[[ RECORDS open ]]

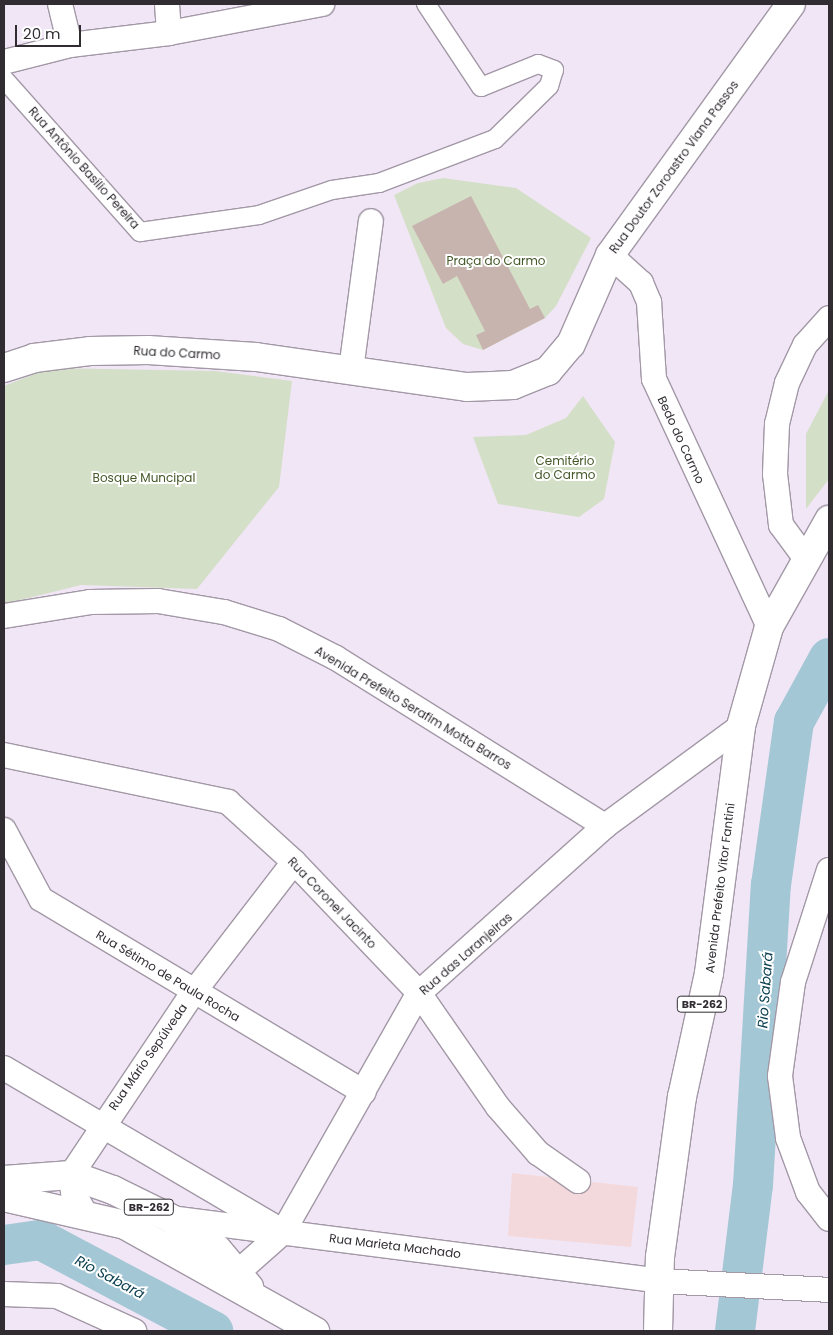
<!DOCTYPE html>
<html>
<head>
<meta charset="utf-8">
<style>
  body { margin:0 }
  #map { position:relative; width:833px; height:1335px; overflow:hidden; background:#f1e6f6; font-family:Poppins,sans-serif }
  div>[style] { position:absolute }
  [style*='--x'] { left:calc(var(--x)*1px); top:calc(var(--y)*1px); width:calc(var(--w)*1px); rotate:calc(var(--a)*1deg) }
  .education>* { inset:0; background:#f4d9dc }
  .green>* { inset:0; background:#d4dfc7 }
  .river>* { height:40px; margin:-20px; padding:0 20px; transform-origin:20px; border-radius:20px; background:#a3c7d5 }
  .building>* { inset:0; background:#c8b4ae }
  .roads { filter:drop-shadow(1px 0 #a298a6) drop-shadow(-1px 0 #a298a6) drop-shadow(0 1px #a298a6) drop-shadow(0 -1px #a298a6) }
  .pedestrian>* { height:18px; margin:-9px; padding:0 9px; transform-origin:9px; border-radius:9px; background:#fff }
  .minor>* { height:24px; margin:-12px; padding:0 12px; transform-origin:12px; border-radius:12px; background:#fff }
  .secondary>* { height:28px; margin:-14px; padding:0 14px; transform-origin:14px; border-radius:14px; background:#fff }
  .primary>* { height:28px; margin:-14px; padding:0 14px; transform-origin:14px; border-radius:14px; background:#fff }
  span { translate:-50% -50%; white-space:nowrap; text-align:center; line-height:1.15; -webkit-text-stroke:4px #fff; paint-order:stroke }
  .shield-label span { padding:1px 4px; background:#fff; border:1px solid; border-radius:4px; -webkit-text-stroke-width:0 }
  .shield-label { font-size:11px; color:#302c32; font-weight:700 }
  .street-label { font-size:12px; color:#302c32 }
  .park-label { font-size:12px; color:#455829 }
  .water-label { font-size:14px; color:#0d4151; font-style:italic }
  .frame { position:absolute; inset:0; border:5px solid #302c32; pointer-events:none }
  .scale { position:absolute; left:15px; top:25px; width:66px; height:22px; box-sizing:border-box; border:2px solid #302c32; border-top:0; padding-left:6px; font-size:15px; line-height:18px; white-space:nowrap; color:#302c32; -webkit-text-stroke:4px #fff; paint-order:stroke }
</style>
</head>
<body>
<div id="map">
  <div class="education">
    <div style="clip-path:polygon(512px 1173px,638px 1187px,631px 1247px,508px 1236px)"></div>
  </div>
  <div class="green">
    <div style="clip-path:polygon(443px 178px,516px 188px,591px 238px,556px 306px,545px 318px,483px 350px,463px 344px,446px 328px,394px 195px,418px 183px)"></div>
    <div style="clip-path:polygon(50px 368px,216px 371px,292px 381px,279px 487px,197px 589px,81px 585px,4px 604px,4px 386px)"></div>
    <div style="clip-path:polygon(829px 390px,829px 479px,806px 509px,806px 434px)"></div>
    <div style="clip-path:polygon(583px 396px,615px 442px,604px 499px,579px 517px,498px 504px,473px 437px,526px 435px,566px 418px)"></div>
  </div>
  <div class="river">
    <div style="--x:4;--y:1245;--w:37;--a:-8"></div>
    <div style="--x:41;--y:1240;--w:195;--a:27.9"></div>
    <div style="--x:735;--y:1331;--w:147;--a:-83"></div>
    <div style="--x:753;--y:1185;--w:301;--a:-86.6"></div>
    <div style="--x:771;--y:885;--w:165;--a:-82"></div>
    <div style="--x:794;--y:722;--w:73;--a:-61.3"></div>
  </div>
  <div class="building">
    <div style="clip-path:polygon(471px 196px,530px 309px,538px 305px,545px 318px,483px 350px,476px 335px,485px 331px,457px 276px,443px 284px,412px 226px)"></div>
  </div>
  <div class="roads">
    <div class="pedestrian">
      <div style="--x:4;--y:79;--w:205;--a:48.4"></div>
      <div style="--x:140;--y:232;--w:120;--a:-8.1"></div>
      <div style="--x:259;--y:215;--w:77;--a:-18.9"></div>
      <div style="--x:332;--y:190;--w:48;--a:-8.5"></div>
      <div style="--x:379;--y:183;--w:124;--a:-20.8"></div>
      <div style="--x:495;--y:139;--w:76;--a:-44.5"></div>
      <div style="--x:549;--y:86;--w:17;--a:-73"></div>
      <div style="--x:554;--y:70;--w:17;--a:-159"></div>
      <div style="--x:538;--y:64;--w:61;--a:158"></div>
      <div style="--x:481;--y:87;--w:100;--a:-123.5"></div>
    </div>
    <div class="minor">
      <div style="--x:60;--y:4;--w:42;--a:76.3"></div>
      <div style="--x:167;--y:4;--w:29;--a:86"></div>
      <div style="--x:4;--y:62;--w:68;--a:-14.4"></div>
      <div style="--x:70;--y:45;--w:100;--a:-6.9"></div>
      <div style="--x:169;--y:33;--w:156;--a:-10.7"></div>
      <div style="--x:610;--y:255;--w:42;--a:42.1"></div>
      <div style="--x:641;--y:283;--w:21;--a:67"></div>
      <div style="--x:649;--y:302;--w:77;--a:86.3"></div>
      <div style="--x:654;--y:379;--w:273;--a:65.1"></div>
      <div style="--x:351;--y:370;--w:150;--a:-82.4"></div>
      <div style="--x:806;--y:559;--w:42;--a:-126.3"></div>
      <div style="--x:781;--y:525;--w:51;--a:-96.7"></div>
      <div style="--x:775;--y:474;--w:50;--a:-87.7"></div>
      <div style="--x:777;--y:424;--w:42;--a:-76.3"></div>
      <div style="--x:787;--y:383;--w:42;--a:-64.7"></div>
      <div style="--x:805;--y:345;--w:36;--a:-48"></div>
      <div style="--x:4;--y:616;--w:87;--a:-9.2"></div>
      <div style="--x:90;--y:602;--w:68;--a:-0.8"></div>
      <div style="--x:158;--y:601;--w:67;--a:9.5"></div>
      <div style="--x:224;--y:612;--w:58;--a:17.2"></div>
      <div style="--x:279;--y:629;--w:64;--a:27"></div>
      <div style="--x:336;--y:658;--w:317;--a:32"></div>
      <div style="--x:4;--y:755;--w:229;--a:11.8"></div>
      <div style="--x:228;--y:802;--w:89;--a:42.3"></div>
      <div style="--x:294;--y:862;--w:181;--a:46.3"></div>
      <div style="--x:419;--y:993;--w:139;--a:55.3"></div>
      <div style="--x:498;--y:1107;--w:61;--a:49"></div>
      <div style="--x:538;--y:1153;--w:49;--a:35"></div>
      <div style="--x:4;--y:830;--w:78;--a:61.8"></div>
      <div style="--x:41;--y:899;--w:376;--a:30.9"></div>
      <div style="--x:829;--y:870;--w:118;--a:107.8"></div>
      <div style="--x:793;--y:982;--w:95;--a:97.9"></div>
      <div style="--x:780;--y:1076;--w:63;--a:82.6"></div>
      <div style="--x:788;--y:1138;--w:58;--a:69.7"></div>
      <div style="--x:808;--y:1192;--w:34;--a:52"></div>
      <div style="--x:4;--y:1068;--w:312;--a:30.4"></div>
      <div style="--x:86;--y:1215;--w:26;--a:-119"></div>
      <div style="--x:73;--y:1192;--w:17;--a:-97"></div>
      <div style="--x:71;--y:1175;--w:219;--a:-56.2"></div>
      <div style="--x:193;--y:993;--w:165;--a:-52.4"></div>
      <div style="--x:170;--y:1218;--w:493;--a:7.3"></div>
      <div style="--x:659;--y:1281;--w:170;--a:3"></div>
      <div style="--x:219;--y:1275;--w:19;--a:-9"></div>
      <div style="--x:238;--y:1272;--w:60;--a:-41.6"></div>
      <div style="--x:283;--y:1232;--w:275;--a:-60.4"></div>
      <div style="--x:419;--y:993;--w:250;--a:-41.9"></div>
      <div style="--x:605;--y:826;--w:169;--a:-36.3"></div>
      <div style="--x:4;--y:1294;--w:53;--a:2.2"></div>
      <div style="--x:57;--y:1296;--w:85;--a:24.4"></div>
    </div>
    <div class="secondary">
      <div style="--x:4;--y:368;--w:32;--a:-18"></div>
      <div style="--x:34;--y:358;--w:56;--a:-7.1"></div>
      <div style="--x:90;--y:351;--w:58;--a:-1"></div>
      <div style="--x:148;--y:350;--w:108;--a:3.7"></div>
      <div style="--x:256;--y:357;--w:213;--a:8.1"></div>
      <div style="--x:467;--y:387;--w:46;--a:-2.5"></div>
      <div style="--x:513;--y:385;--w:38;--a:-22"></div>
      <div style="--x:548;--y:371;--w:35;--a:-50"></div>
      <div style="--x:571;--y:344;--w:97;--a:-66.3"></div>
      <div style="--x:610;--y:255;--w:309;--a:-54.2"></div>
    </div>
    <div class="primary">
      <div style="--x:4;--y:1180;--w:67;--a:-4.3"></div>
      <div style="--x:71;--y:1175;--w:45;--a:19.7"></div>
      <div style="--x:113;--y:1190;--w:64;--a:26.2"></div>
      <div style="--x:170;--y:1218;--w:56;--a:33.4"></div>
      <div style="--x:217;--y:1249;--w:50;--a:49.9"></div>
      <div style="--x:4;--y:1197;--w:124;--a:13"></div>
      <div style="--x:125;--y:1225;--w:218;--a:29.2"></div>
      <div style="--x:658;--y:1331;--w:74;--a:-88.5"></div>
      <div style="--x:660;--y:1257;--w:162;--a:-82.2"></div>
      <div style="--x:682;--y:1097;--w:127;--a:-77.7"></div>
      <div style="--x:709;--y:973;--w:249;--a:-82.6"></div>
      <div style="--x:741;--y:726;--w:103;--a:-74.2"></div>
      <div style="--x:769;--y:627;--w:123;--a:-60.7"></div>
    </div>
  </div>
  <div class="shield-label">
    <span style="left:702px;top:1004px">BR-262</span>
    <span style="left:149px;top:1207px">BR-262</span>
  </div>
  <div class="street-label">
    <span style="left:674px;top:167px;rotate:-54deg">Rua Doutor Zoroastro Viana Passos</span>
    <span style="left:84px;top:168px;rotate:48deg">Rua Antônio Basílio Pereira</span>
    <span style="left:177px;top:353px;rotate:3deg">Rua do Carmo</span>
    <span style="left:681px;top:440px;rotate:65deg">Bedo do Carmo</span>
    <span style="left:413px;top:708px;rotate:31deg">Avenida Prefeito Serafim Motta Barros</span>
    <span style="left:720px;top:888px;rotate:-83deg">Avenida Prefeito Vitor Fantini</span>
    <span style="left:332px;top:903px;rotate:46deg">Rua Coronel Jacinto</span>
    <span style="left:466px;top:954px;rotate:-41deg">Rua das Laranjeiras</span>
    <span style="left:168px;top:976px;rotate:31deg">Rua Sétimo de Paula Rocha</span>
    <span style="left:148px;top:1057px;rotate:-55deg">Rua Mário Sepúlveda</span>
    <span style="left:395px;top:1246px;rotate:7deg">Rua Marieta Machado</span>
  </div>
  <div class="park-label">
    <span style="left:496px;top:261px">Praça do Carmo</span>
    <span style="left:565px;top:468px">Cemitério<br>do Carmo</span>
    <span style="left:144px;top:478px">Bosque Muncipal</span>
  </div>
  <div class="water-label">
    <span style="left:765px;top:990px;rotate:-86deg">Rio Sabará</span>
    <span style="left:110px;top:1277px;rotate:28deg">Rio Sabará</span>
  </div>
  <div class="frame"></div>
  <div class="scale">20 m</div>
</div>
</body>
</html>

[[ RECORDS closed ]]

## ASSIGNMENT
Retype the records above, but only those lines that fall between the line containing "height:40px; margin:-20px; padding:0" and the line containing "height:18px; margin:-9px; padding:0", with both of those lines included, exactly as written.

## ANSWER FOR THIS EXERCISE
  .river>* { height:40px; margin:-20px; padding:0 20px; transform-origin:20px; border-radius:20px; background:#a3c7d5 }
  .building>* { inset:0; background:#c8b4ae }
  .roads { filter:drop-shadow(1px 0 #a298a6) drop-shadow(-1px 0 #a298a6) drop-shadow(0 1px #a298a6) drop-shadow(0 -1px #a298a6) }
  .pedestrian>* { height:18px; margin:-9px; padding:0 9px; transform-origin:9px; border-radius:9px; background:#fff }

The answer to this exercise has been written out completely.